M&T, with $83 billion in assets, had deposits of $65.6 billion as of Dec. 31, according to a regulatory filing. The Federal Deposit Insurance Co. oversees the fund that protects accounts of as much as $250,000 against bank failures.
In addition to the Cairn deal, M&T lost $80 million on a CDO called Gemstone VII issued in February 2007, according to the government’s lawsuit. M&T sued Deutsche Bank AG, the underwriter of the Gemstone deal, after the transaction defaulted in April 2008. The bank said last year it settled the case and received $55 million.
“On the one hand, it’s gratifying to see the government take action against one of the key enablers of the transactions that sparked the financial crisis,” Bob Wilmers, the chairman and chief executive of M&T, said in a Feb. 8 e-mail to Bloomberg View columnist Jonathan Weil. “Rather than sounding a timely alarm, the credit rating agencies were part of the problem, and we cannot allow organizations that got so many important things so wrong for so long to continue unchallenged.”
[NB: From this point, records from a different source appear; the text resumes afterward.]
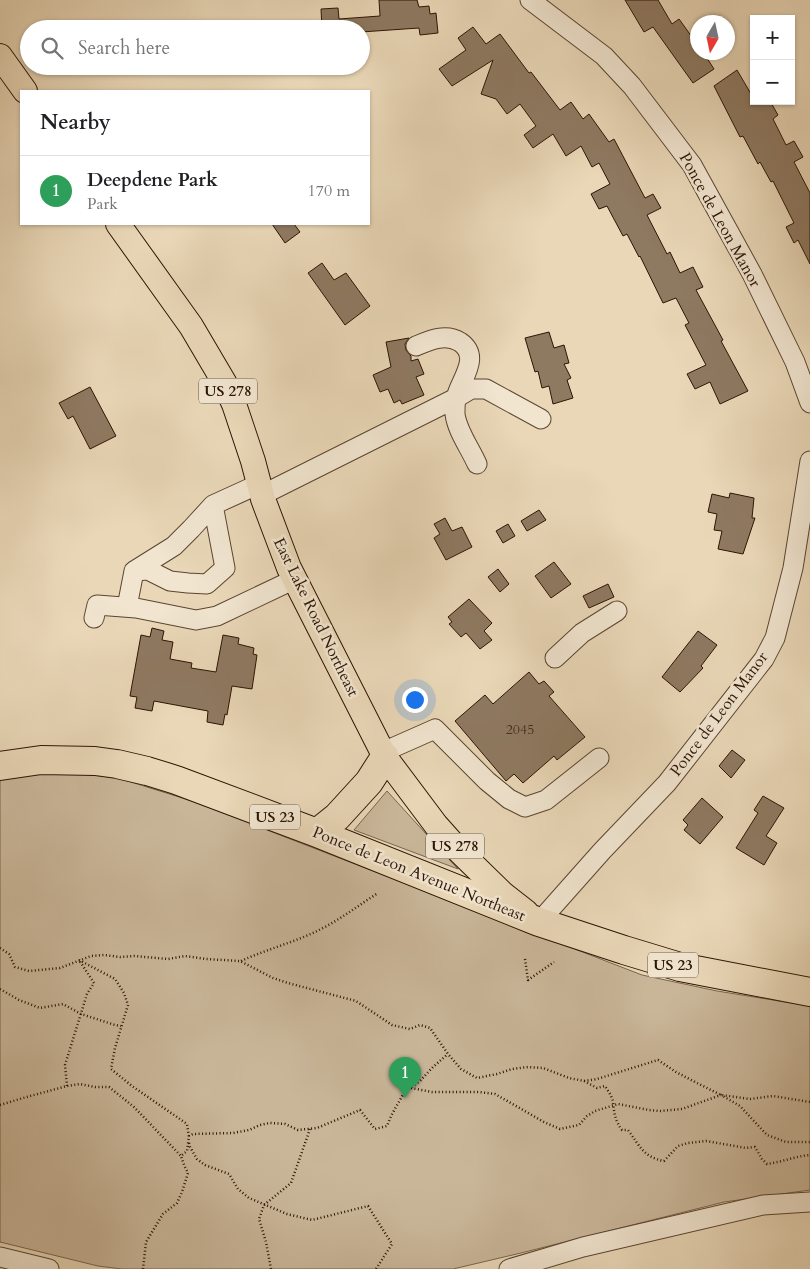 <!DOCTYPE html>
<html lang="en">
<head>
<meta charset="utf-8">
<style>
	:root { --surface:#fff; --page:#f6f6f6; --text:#202124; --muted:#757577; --line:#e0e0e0; --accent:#ea580c }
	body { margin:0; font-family:Cardo,serif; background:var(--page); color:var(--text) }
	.controls { position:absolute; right:15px; top:15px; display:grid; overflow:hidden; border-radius:0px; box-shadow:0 1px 4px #0004 }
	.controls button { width:45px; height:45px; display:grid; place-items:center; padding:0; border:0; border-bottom:1px solid var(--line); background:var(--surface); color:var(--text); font:25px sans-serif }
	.compass { position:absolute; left:690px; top:15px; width:45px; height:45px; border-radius:50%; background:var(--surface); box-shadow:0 1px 4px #0004; rotate:189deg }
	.you { position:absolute; left:414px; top:699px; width:18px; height:18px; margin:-12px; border:4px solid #fff; border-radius:50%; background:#1a73e8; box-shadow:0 0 0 8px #1a73e833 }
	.badge { display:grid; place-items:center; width:32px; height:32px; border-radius:50%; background:var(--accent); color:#fff; font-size:16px; font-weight:700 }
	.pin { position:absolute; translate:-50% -41px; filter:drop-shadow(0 1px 2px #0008) }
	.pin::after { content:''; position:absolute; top:26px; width:18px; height:15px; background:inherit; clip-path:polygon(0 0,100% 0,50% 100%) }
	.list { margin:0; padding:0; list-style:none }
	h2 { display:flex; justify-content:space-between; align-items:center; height:65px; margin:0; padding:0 20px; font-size:21px }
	h2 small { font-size:16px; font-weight:400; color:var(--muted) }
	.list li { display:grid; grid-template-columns:32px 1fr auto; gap:15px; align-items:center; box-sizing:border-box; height:70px; padding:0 20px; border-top:1px solid var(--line) }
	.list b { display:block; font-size:19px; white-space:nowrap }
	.list p { margin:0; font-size:16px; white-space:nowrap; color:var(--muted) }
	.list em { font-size:16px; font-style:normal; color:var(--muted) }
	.icon { flex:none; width:28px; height:28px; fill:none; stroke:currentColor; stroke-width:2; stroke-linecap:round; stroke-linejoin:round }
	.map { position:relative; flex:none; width:810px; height:1269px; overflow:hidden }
	.search { position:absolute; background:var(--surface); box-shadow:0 1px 4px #0004; left:20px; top:20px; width:350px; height:55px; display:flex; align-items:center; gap:12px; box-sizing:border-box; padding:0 18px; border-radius:28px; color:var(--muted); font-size:19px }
	.panel { position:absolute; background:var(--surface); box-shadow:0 1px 4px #0004; left:20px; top:90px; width:350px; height:135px; border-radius:0px }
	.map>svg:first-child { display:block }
</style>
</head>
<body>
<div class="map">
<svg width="810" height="1269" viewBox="0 0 810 1269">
	<rect width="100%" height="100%" fill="#e9d7b7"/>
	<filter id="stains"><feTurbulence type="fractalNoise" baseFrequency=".004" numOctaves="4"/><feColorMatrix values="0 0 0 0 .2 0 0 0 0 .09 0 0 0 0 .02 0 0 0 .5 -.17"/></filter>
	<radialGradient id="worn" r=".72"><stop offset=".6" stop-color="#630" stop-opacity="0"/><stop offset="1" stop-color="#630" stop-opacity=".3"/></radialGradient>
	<!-- green -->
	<path fill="#c9b699" stroke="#7a654e" d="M75 773 118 778 192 801 642 975 717 991 810 1006V1190L724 1202 521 1253 453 1269H122L98 1266 0 1242V779L33 774Z
		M387 791 458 869 354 830Z"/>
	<!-- building -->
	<path fill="#8e7961" stroke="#2c1404" d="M379 0H417L419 7 429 6 430 14 436 13 438 33 420 35 419 28 361 32V29H322L321 9 338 8 339 19 380 16Z
		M625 0H658L672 24 679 19 692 37 698 33V52H703L714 69 693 83 653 27 644 32Z
		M473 27 486 44 500 34 529 73 531 72 560 110 571 102 583 119 589 114 609 142 614 139 645 198 653 194 661 208 647 215 667 254 670 252 680 273 693 267 703 287 696 290 723 340 721 341 748 391 720 404 710 382 695 389 687 374 706 365 685 325 689 323 676 298 663 303 640 256 639 257 627 234 623 236 607 206 599 209 591 194 610 184 599 163 592 167 581 146 566 156 553 134 533 148 524 135 536 126 520 104 507 114 496 99 481 94 493 60 452 86 439 69 466 50 458 38Z
		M737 70 754 99V101H770L778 115 773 119 786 145 794 141 803 157 794 162 810 193V264L798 240 794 243 786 227 794 223 773 181 771 182 760 162 758 164 743 136 740 137 714 86Z
		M272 224H294L300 232 285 243Z
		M322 263 334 280 346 273 370 306 345 325 308 273Z
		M549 332 554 348 564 345 569 363 564 364 571 378 567 380 573 398 553 404 549 386 542 388 538 371 535 372 525 338Z
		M409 338 405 344 406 350 411 356V361L418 359 424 374 416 377 424 395 402 404 400 400 394 403 388 389 380 392 373 375 391 367 386 342Z
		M90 387 116 436 90 449 73 416 68 419 59 403Z
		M730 493 754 498 752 518H755L743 554 718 549 722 531 714 530 717 514 708 512 712 494 729 498Z
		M539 510 546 520 527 531 521 521Z
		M445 518 452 531 462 527 472 547 446 560 434 538 440 534 434 524Z
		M508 524 515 536 503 543 496 531Z
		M554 562 571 584 551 598 535 576Z
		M498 569 509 584 500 592 488 577Z
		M608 584 614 597 589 608 583 596Z
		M469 599 492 623 484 631 492 640 480 649 466 633 461 637 449 624 452 622 448 617Z
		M152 628 164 631 162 640 173 642 170 659 192 663 191 668 216 672 223 635 239 638 238 644 254 648 253 654 257 655 252 689 232 686 227 715 225 714 223 725 207 722 208 711 154 701 152 711 135 708 137 697 130 696 141 635 150 637Z
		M698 631 717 645 701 666 703 668 680 692 662 677Z
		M529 672 539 684 544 681 554 692 549 696 585 737 557 760 554 756 523 783 514 774 506 781 455 721 485 695 493 704Z
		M732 750 745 760 731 778 719 766Z
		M763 796 784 808 766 836 777 843 764 865 736 848 758 813 754 810Z
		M702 798 723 817 700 844 684 830 688 825 683 820Z"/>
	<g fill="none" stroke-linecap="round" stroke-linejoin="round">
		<defs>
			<path id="minor" d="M530 0 604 56 632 86 692 165 752 274 795 362 810 403
				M416 346C430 340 446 333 460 342 482 357 460 380 456 398 455 403 455 410 455 414 457 431 470 448 477 464
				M262 495 456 398 471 389H486L541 419
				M134 571 174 546 191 529 213 505
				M127 607 134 571 148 570 170 581 188 583 207 584 225 568 213 505 259 484
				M94 618 97 605 136 608 196 620 217 616 295 579
				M555 658 582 633 617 611
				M383 752 435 729 487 781 509 799 525 807 546 800 599 758
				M539 922 602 851 667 783 764 659 775 638 793 568 810 461
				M0 1257 49 1269
				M509 1269 583 1247 763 1205 810 1202"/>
			<path id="major" d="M0 56 25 91
				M118 224 191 326 224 382 234 404 253 461 263 499 289 568 385 757 436 825 461 853 503 894 526 912"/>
			<path id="highway" d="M0 766 41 760 95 761 117 764 147 771 176 780 317 833 539 922 624 950 680 967 810 992
				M317 833 337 817 369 782 385 757"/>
		</defs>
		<!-- minor casing -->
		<use href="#minor" stroke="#5b4531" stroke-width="21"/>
		<!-- major casing -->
		<use href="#major" stroke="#2c1404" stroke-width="26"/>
		<!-- highway casing -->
		<use href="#highway" stroke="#2c1404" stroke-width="30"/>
		<!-- path -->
		<path stroke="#2c1404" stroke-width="2.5" stroke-dasharray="1 2.5" stroke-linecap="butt" d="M0 948 9 954 15 967 29 971 60 968 91 956 104 955 120 957 134 956 168 959 185 956 206 959 240 961 273 978 288 983 356 1001 392 1025 410 1029 420 1025 430 1028 448 1054 461 1069 477 1078 497 1074 512 1069 528 1067 543 1068 569 1078 584 1081 597 1088 605 1086C608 1091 612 1096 613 1102 614 1112 615 1121 622 1130H628C640 1146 643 1157 664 1161L678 1146 688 1143 706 1141 746 1148 755 1147 762 1159 767 1164C782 1162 796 1156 810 1155
			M525 959 528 980 554 962
			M79 960 115 979 124 993 128 1005 115 1048 111 1069 132 1086 187 1124 189 1137
			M241 961C267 949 296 942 321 929 341 919 359 905 378 893
			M0 989 19 1000 40 1008 63 1004 81 1014 115 1025 121 1026
			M584 1081 597 1079 658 1060 676 1072 695 1082 721 1095 750 1099 773 1096 810 1102
			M67 1086 65 1065 87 994 94 983 79 960
			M411 1088 432 1092H479L495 1094 544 1122 560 1129 579 1125 587 1116 595 1111 618 1104 649 1110 660 1111 682 1109 721 1095 740 1106 767 1135 786 1142H810
			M0 1105 23 1098 67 1086 80 1084 95 1087H109L134 1107 181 1156 187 1151 189 1136 193 1134 233 1133 249 1130 260 1125 270 1123 285 1124 298 1130 317 1128 360 1110 375 1129 387 1126 391 1116 405 1091 420 1081 433 1067 448 1054
			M189 1143 190 1147 197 1159 205 1165 229 1174 238 1189 249 1198 287 1214 312 1220 368 1206 392 1244 376 1269
			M143 1269 146 1242 163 1214 177 1203 182 1192 188 1173 184 1165 181 1156
			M271 1269 266 1242 259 1219 264 1205 291 1183 310 1129"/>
		<!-- minor -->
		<use href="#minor" stroke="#f1e5d0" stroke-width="19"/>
		<!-- major -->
		<use href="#major" stroke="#e9d7b7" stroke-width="24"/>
		<!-- highway -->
		<use href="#highway" stroke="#e9d7b7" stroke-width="28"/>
	</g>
	<g text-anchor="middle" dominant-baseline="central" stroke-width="5" stroke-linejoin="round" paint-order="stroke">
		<!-- number labels -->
		<g font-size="14" fill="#442d1b">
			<text x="520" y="729">2045</text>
		</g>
		<!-- shield labels -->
		<g fill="#f1e5d0" stroke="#675341" stroke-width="1">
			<rect x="199" y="378.5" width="58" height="25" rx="4"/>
			<rect x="250" y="804.5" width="50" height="25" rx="4"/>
			<rect x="426" y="833.5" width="58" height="25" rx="4"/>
			<rect x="648" y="952.5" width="50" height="25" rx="4"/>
		</g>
		<g font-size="15" font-weight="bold" fill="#2c1404">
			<text x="228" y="391">US 278</text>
			<text x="275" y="817">US 23</text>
			<text x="455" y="846">US 278</text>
			<text x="673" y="965">US 23</text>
		</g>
		<!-- street labels -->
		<g font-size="16" fill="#2c1404" stroke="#f1e5d0">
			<text transform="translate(720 220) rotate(61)">Ponce de Leon Manor</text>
			<text transform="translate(316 617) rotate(64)">East Lake Road Northeast</text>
			<text transform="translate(719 714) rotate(-53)">Ponce de Leon Manor</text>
			<text transform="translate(419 874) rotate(22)">Ponce de Leon Avenue Northeast</text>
		</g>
	</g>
	<rect width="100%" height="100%" filter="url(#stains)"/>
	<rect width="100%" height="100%" fill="url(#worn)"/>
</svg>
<div class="controls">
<button>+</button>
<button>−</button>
</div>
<svg class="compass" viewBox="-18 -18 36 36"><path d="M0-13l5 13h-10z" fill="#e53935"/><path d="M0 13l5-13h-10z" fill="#757577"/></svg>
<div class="you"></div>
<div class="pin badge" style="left:405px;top:1098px;background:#2e9e5b">1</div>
<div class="search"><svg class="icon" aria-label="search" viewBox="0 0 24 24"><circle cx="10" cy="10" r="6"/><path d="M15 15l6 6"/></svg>Search here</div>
<section class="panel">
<h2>Nearby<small></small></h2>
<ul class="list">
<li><span class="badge" style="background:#2e9e5b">1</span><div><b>Deepdene Park</b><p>Park</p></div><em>170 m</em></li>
</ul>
</section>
</div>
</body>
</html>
Wilmers was responding to a question about the banks that underwrote CDOs being listed among defrauded investors on deals they arranged.
Citigroup Inc. and Bank of America Corp. are included as defrauded investors in the government’s lawsuit.
“When you consider all the investors that ended up with worthless CDOs because they relied on AAA ratings, it’s hard for me to figure out why the Wall Street banks show up on this list so frequently,” Wilmers wrote. “I guess you have to be a lawyer to fully understand their case.”
Subprime-bond issuance peaked at $465 billion in 2005, rising from less than $54 billion in 2000, while bonds tied to so-called Alt-A loans granted to borrowers who often provided no documentation of their incomes, financed investment properties or accepted risky loan features, reached as high as $365 billion in 2006.
CDOs pool assets such as mortgage bonds and package them into new securities with varying risks in which revenue from the underlying bonds or loans are used to pay investors.
While CDOs backed by mortgage bonds haven’t returned, the U.S. market for collateralized loan obligations, which are CDOs composed of speculative-grade company loans, more than quadrupled to $55.4 billion in 2012.
Cairn Capital, a London-based asset manager overseeing $22.8 billion, this week sold the first European collateralized loan obligation since 2011, where issuance of the deals remains stunted. Sales of U.S. CLOs peaked at $91.1 billion in 2007 before credit markets froze in 2008.
The Cairn Mezzanine offering mentioned in the federal lawsuit was composed primarily of subprime securities issued during 2005 and 2006, when issuance of home-loan bonds without government backing surged to records, according to the complaint. About $1.2 trillion of the debt was sold each of those years, up from $136 billion in 2000, according to data compiled by newsletter Inside Mortgage Finance. Sales slumped to $707 billion in 2007, before freezing completely in 2008.
About 41 percent of the $1.78 billion Cairn CDO was composed of subprime home loans bonds rated BBB or lower, according to the Justice Department lawsuit. BBB is the lowest tier of investment grade on the rater’s scale.
On June 28, 2007, S&P “authorized immediate large-scale negative rating actions on non-prime RMBS,” according to the government complaint.
The transaction’s completion was contingent upon receiving top-rankings from S&P and Moody’s Investors Service, according to a prospectus dated March 28 2007. S&P said in a Feb. 4 statement that all of its CDOs cited by the Justice Department received the same ratings from a competitor.
The case is U.S. v. McGraw-Hill, 13-00779, U.S. District Court, Central District of California (Los Angeles).